Opéra Bastille, 21 novembre
La mise en scène de Calixto Bieito semble bien installée à l’Opéra Bastille, depuis son entrée au répertoire de l’Opéra National de Paris, en 2017. Son principal avantage réside dans la sobriété de ses décors et sa direction d’acteurs précise. Ces qualités se retrouvent dans la distribution.
Gaëlle Arquez n’a pas les moyens vocaux impressionnants d’une Anita Rachvelishvili, mais elle possède l’exacte typologie requise pour Carmen, un rôle qu’elle a beaucoup chanté, depuis six ans. Entre soprano lyrique et mezzo-soprano, elle joue l’équilibre. Le registre grave est suffisant dans l’air « des cartes », et l’aigu léger dans la « Séguedille ». Surtout, son interprétation reste constamment musicale, ce qui exclut tout effet vériste.

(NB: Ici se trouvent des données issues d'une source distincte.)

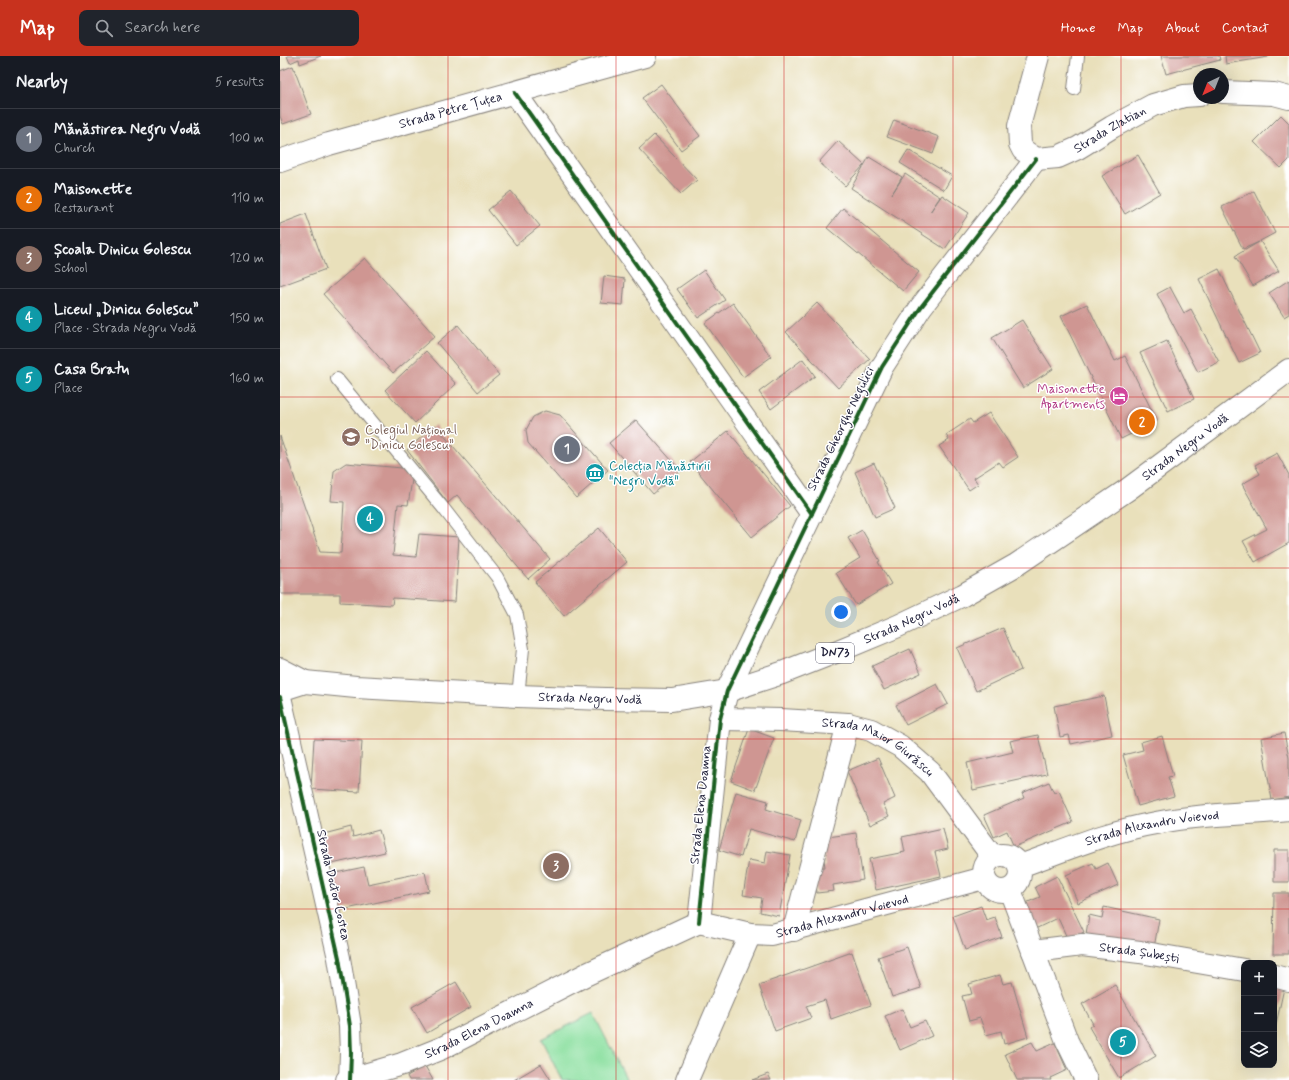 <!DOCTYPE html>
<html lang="en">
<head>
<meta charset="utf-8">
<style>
	body { margin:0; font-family:Mynerve,sans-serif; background:#20242c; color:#f1f3f6 }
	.controls { position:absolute; right:12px; bottom:12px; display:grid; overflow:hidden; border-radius:8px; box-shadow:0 4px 16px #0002 }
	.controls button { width:36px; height:36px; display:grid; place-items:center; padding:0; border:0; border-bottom:1px solid #363941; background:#171b24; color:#f1f3f6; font:20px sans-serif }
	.compass { position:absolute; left:913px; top:12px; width:36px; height:36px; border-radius:50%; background:#171b24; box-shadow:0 4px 16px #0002; rotate:223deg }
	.you { position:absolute; left:561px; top:556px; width:14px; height:14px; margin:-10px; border:3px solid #fff; border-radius:50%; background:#1a73e8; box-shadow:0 0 0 6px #1a73e833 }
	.badge { display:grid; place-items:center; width:26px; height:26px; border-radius:50%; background:#c8321e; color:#fff; font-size:13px; font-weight:700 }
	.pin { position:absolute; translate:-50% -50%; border:2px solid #fff; box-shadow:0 1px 4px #0006 }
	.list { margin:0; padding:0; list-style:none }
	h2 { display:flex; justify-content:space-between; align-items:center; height:52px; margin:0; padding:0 16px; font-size:17px }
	h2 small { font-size:13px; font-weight:400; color:#9ea1a6 }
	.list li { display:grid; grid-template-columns:26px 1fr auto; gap:12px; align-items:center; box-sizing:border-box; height:60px; padding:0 16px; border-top:1px solid #363941 }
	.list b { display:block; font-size:15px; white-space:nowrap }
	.list p { margin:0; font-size:13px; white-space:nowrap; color:#9ea1a6 }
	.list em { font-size:13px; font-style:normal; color:#9ea1a6 }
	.icon { flex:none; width:22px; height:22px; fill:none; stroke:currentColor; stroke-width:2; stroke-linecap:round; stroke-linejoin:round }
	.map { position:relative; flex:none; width:1009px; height:1024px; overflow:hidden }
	header { display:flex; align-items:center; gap:24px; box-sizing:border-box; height:56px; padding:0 20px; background:#c8321e; color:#fff }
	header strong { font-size:19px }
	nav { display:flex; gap:22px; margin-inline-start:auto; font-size:14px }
	.search { width:280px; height:36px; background:#20242c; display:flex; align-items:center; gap:10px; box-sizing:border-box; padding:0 14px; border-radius:8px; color:#9ea1a6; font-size:15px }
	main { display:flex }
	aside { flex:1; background:#171b24 }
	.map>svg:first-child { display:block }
	.green { fill:#8de0a1; stroke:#58816e }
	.building { fill:#cf9692 }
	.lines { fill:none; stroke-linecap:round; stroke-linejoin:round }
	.lane-casing { stroke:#86817b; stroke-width:14 }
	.street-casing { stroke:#86817b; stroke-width:24 }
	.secondary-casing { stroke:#86817b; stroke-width:24 }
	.primary-casing { stroke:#86817b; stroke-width:24 }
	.lane { stroke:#fff; stroke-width:12 }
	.street { stroke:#fff; stroke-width:22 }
	.secondary { stroke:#fff; stroke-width:22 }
	.primary { stroke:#fff; stroke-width:22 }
	.cycleway-casing { stroke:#fff; stroke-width:6 }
	.cycleway { stroke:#1b5e20; stroke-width:4 }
	.grid { fill:none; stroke:#d62828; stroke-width:1; stroke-opacity:0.55 }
	.labels { text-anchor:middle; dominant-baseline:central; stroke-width:3; stroke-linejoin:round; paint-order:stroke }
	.shield { fill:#fff; stroke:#646476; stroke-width:1 }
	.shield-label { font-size:12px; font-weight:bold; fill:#22223b }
	.street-label { font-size:13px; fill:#22223b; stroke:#fff }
	.hotel-label { font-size:13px; fill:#b23c85; stroke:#fff; text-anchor:end }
	.education-label { font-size:13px; fill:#785e54; stroke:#fff; text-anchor:start }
	.culture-label { font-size:13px; fill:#0d838f; stroke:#fff; text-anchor:start }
</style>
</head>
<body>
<header>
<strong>Map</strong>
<div class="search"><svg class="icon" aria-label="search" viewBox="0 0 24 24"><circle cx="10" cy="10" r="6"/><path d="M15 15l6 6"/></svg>Search here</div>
<nav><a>Home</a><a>Map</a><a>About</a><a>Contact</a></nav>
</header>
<main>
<aside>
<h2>Nearby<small>5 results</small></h2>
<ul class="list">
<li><span class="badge" style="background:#6b7280">1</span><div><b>Mănăstirea Negru Vodă</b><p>Church</p></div><em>100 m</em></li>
<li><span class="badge" style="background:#e8710a">2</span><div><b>Maisonette</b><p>Restaurant</p></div><em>110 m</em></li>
<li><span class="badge" style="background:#8d6e63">3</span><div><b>Școala Dinicu Golescu</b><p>School</p></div><em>120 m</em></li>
<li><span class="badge" style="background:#0f9aa8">4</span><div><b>Liceul „Dinicu Golescu”</b><p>Place · Strada Negru Vodă</p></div><em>150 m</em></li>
<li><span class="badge" style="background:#0f9aa8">5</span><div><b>Casa Bratu</b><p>Place</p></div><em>160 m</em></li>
</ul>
</aside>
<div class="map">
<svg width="1009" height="1024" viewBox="0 0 1009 1024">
	<rect width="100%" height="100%" fill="#fff"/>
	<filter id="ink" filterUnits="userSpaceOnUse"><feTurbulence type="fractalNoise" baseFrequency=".025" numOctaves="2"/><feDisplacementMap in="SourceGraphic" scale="8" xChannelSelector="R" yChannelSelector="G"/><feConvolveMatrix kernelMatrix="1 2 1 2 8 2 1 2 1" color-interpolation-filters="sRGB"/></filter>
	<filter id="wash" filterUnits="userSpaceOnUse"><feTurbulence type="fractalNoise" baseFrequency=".012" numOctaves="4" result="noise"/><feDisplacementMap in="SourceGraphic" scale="16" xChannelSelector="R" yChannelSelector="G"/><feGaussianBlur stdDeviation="0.9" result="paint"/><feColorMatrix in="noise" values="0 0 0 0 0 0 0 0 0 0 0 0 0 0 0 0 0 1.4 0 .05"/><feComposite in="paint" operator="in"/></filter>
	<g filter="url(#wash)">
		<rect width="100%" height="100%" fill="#e9e0bb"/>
		<path class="green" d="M313 957 347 1024H282L261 983Z"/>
		<g id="blocks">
			<path class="building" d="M7 0H41L20 8 19 3 10 7Z
				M881 0H939L940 4 886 18Z
				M945 0H988V1L946 8Z
				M13 10 31 58 3 68 0 60V15Z
				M381 28 420 80 401 94 362 42Z
				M1001 59 1009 67V104L1001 112 974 86Z
				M614 64 659 81 653 98 607 81Z
				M374 79 417 124 401 138 359 93Z
				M558 85 584 109 565 130 539 106Z
				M628 94 672 120 664 134 620 107Z
				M858 99 880 137 845 158 822 120Z
				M589 101 622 121 612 138 625 118 660 141 650 156 662 139 689 157 665 193 571 132Z
				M231 135 260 170 236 189 208 154Z
				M974 135 995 177 980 185 999 215 973 230 955 200 979 186 963 193 942 151Z
				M563 152 639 216 623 235 547 172Z
				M26 158 46 213 0 230V168Z
				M85 202 155 280 113 317 43 238Z
				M939 213 980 297 959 307 919 223Z
				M424 214 445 244 418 262 397 233Z
				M324 220 345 223 343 249 321 247Z
				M1009 224V258L1004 261 989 237Z
				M890 231 904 257 911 253 939 306 918 316 877 238Z
				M453 247 491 301 463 321 425 267Z
				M537 247 590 303 558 332 506 276Z
				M807 248 835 305 845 300 877 365 841 383 781 260Z
				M742 264 773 313 743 332 712 282Z
				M178 269 219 319 198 336 157 287Z
				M887 285 914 343 888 355 860 297Z
				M146 295 176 328 135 367 105 334Z
				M523 303 535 320 491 353 479 336Z
				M265 355 280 359 328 414 296 442 248 387 246 374 253 361Z
				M709 357 738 401 723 411 719 406 694 422 698 428 689 434 659 390 669 384 666 379 690 363 693 367Z
				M356 364 401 415 373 438 329 387Z
				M155 369 270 503 248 523 177 439 168 447 127 394Z
				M448 375 510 450 472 481 410 406Z
				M0 380 40 496 61 497 64 446 51 445 54 415 66 407 122 412 132 424 128 449 118 448 113 499 136 501 139 478 179 481 175 546 113 542 112 549 60 546V538H1L0 508Z
				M997 397 1009 419V487L975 506 963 485 987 473 962 428 980 418 975 409Z
				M594 407 615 452 595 461 575 416Z
				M319 472 347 506 284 560 255 526Z
				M582 474 600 505 598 506 611 528 576 549 556 517 580 502 568 482Z
				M723 572 741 614 696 635 677 592Z
				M630 593 641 617 604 634 592 610Z
				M657 628 668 648 626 669 616 649Z
				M824 640 832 679 791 688 789 679 780 681 774 650Z
				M469 673 494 682 475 734 451 725Z
				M1004 677 1009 702V741L992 744 981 682Z
				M758 679 767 718 693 734 687 707 733 696 730 685Z
				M882 680 893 720 888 721 894 740 858 750 843 699 863 694 861 686Z
				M34 683 82 685 79 736 31 733Z
				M598 702 615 742 603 748 609 760 590 769 567 715Z
				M769 726 774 737 779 735 793 766 734 791 727 775 714 781 704 759 744 742 742 737Z
				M456 736 488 745 486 753 521 764 515 786 469 773 461 801 439 794Z
				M71 771 73 781 99 774 105 796 43 810 36 780Z
				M663 772 668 793 655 796 661 820 596 834 589 803 625 796 622 781Z
				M576 777 583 824 553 829 554 835 537 837 534 812 545 811 541 782Z
				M994 794H1009V826H994Z
				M487 795 510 799 499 860 480 856 482 842 463 839 469 804 485 807Z
				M813 807 816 813 828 807 838 829 798 847 786 819Z
				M84 811 88 828 145 816 149 835 53 856 46 819Z
				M777 820 804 876 788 884 778 862 753 874 741 849 760 841 755 831Z
				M994 837H1009V898H993Z
				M701 850 706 864 715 861 722 881 685 894 673 860Z
				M824 851 879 863 874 892 806 878 809 859 822 862Z
				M627 891 641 932 612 941 598 901Z
				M572 896 591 949 551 963 545 944 526 950 531 962 495 975 479 929Z
				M720 919 723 928 732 926 748 981 724 988 721 975 706 979 700 962 689 965 682 940 692 938 689 928Z
				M176 926 191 951 147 977 132 951Z
				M835 929 876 1000 839 1022 809 971 813 968 802 948Z
				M994 930 1004 932 995 973H994Z
				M622 953 630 971 645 965 652 980 620 994 605 960Z
				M752 986 757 995 775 987 787 1014 770 1022 771 1024H737L725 998Z
				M261 1008 271 1024H234Z
				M145 1010 153 1024H129L127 1020Z
				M488 1018 491 1024H472Z"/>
		</g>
	</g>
	<g filter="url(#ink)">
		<use href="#blocks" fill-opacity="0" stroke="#86817b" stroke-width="1"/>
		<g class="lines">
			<g class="lane-casing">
				<path id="lane" d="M794 33 798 0
					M57 323 164 453 217 521 237 559 243 593 238 640"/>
			</g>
			<g class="street-casing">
				<g id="street">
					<path id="s1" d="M758 0 739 70 740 88 743 94 756 103 778 101 798 92 832 71 873 49 904 40 919 39"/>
					<path d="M943 36 994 38 1009 42"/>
					<path d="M235 37 532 458"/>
					<path id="s2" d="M0 105 49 88 365 0"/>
					<path d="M447 635 602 311 641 251 756 103"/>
					<path d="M0 641 59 902 70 970 71 997 70 1024"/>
					<path id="s3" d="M440 663 501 664 568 668 591 674 620 690 650 716 712 800"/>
					<path d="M730 834 787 985 806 1024"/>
					<path d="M514 874 568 668"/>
					<path id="s4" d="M753 895 802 889 860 896 964 914"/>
					<path d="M994 920 1009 924"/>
					<path d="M407 1024 470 878"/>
				</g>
			</g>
			<g class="secondary-casing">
				<g id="secondary">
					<circle cx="722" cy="817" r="18"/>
					<path id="s5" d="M740 810C785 794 829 775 876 767 920 758 965 758 1009 754"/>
					<path id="s6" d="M419 866 470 878 492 879 704 822"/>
					<path d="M419 866 440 663 447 635"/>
					<path id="s7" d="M67 1024 122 1008 162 992 305 919 419 866"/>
				</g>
			</g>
			<g class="primary-casing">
				<g id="primary">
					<path d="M0 613 25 626"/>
					<path id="s8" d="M0 634 25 626 76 631 238 640 325 643 392 644 447 635 502 617 558 595 618 570 683 539 736 509 847 434 1009 314"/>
				</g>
			</g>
			<use href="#lane" class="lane"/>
			<use href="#street" class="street"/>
			<use href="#secondary" class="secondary"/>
			<use href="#primary" class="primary"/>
			<g class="cycleway-casing">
				<path id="cycleway" d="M235 37 532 458
					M0 641 59 902 70 970 71 997 70 1024
					M419 866 440 663 447 635 602 311 641 251 756 103"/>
			</g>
			<use href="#cycleway" class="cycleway"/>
		</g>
	</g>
	<path class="grid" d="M168 0V1024M336 0V1024M504 0V1024M673 0V1024M841 0V1024M0 171H1009M0 341H1009M0 512H1009M0 683H1009M0 853H1009"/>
	<defs>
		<g id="hotel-disc" transform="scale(1)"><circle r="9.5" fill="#d1479c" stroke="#fff"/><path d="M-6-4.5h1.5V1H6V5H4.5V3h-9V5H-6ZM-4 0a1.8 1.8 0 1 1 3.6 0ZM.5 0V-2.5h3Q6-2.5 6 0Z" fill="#fff"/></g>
		<g id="school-disc" transform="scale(1)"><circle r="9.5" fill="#8d6e63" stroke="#fff"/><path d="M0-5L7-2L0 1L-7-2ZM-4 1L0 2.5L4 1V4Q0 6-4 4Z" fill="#fff"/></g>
		<g id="museum-disc" transform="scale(1)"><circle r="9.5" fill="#0f9aa8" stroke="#fff"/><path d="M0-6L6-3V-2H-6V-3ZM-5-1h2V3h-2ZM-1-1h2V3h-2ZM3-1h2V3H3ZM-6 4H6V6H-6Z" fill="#fff"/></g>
	</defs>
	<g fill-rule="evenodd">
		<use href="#hotel-disc" x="839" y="340"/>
		<use href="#school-disc" x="71" y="381"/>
		<use href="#museum-disc" x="315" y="417"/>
	</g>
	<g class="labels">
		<rect class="shield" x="536" y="587" width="38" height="20" rx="3"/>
		<g class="shield-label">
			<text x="555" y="597">DN73</text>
		</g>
		<g class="street-label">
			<text stroke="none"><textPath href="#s2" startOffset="178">Strada Petre Țuțea</textPath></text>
			<text stroke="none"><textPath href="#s1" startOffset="194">Strada Zlatian</textPath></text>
			<text transform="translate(561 373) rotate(-64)">Strada Gheorghe Negulici</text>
			<text stroke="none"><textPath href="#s8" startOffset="972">Strada Negru Vodă</textPath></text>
			<text stroke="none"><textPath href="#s8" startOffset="648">Strada Negru Vodă</textPath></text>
			<text stroke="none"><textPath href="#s8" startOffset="312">Strada Negru Vodă</textPath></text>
			<text stroke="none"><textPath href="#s3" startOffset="165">Strada Maior Giurăscu</textPath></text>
			<text transform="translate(421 749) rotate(-84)">Strada Elena Doamna</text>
			<text stroke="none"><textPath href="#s5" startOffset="138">Strada Alexandru Voievod</textPath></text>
			<text transform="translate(53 829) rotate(77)">Strada Doctor Costea</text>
			<text stroke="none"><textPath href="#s6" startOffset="147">Strada Alexandru Voievod</textPath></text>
			<text stroke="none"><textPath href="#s4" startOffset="107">Strada Șubești</textPath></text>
			<text stroke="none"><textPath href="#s7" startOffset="142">Strada Elena Doamna</textPath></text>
		</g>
		<g class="hotel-label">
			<text x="825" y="333">Maisonette<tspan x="825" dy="15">Apartments</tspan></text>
		</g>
		<g class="education-label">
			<text x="85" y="374">Colegiul Național<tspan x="85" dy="15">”Dinicu Golescu”</tspan></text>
		</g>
		<g class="culture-label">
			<text x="329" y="410">Colecția Mănăstirii<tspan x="329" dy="15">"Negru Vodă"</tspan></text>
		</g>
	</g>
</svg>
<div class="controls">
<button>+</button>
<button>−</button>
<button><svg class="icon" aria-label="layers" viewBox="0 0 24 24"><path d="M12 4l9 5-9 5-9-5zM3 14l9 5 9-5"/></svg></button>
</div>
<svg class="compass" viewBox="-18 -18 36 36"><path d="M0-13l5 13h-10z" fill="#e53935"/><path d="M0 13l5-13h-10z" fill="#9ea1a6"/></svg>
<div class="you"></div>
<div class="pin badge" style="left:287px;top:393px;background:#6b7280">1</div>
<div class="pin badge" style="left:862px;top:366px;background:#e8710a">2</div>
<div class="pin badge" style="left:276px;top:810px;background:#8d6e63">3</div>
<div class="pin badge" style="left:90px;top:463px;background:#0f9aa8">4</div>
<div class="pin badge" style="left:843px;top:986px;background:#0f9aa8">5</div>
</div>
</main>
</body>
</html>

Du point de vue théâtral, la mezzo française n’est jamais vulgaire. Son incarnation donne l’image d’une Carmen subtile et riche psychologiquement, hantée par la mort, mais drôle à l’occasion, volage certes, mais sincère et émue quand elle avoue son amour à Escamillo, au dernier acte.
En Don José, Michael Spyres brille par un art vocal sans pareil. Aucune brutalité dans la ligne, mais un dosage minutieux de la couleur et des passages entre les registres, avec une élégante maîtrise du falsetto. Comme l’on pouvait s’y attendre, son air « La fleur que tu m’avais jetée » aura été longuement et chaleureusement applaudi. Mais d’autres moments, comme le duo avec Micaëla et, surtout, la fin du III, sont tout aussi réussis. Il peut alors déployer une certaine puissance vocale et dramatique, sans faire du gros son.
À côté de ces qualités proprement musicales, le ténor américain ne néglige pas la théâtralité de son personnage. Il parvient à imposer, en particulier dans la toujours bouleversante scène finale, une image de « loser » tendre.
La soprano sud-africaine Golda Schultz débute à l’Opéra National de Paris, avec Micaëla. C’est une bonne surprise. Elle aussi possède, outre un timbre délicieux, une belle maîtrise technique, qui rend particulièrement séduisant son air « Je dis que rien ne m’épouvante ». Et puis, ce sourire charmeur et touchant, au milieu de ce monde de brutes, offre un heureux contraste dramatique.
En Escamillo, on retrouve, avec plaisir, Lucas Meachem, qui nous avait séduit en Billy Budd, ici même, en 2010. Le « toréador » du baryton américain n’est pas un coq bellâtre, et ne souffre aucune vulgarité. Au contraire, il se présente, à chacune de ses apparitions, comme un grand bourgeois, austère et réservé, ce qui peut surprendre, mais n’est pas mal vu. Ce digne personnage chante… dignement, dans un français châtié (tout le monde, précisons-le, prononce le texte très correctement).
Il n’y a pas de petit rôle dans Carmen, et Tomasz Kumiega et Alejandro Baliñas Vieites suscitent un intérêt immédiat. Andrea Cueva Molnar et Adèle Charvet sont parfaites dans les ensembles. Quant à Marc Labonnette et Loïc Félix, ils ajoutent une pincée de blague parisienne dans cette sombre histoire, héritage de la tradition d’« opéra-comique ».
La Maîtrise des Hauts-de-Seine est aussi bonne vocalement que concernée scéniquement. L’Orchestre de l’Opéra National de Paris est superbe. Fabien Gabel dirige avec des tempi contrastés, puisant dans ces contrastes une réelle tension dramatique.
Plus qu’une reprise de routine, une représentation aboutie et d’une belle tenue.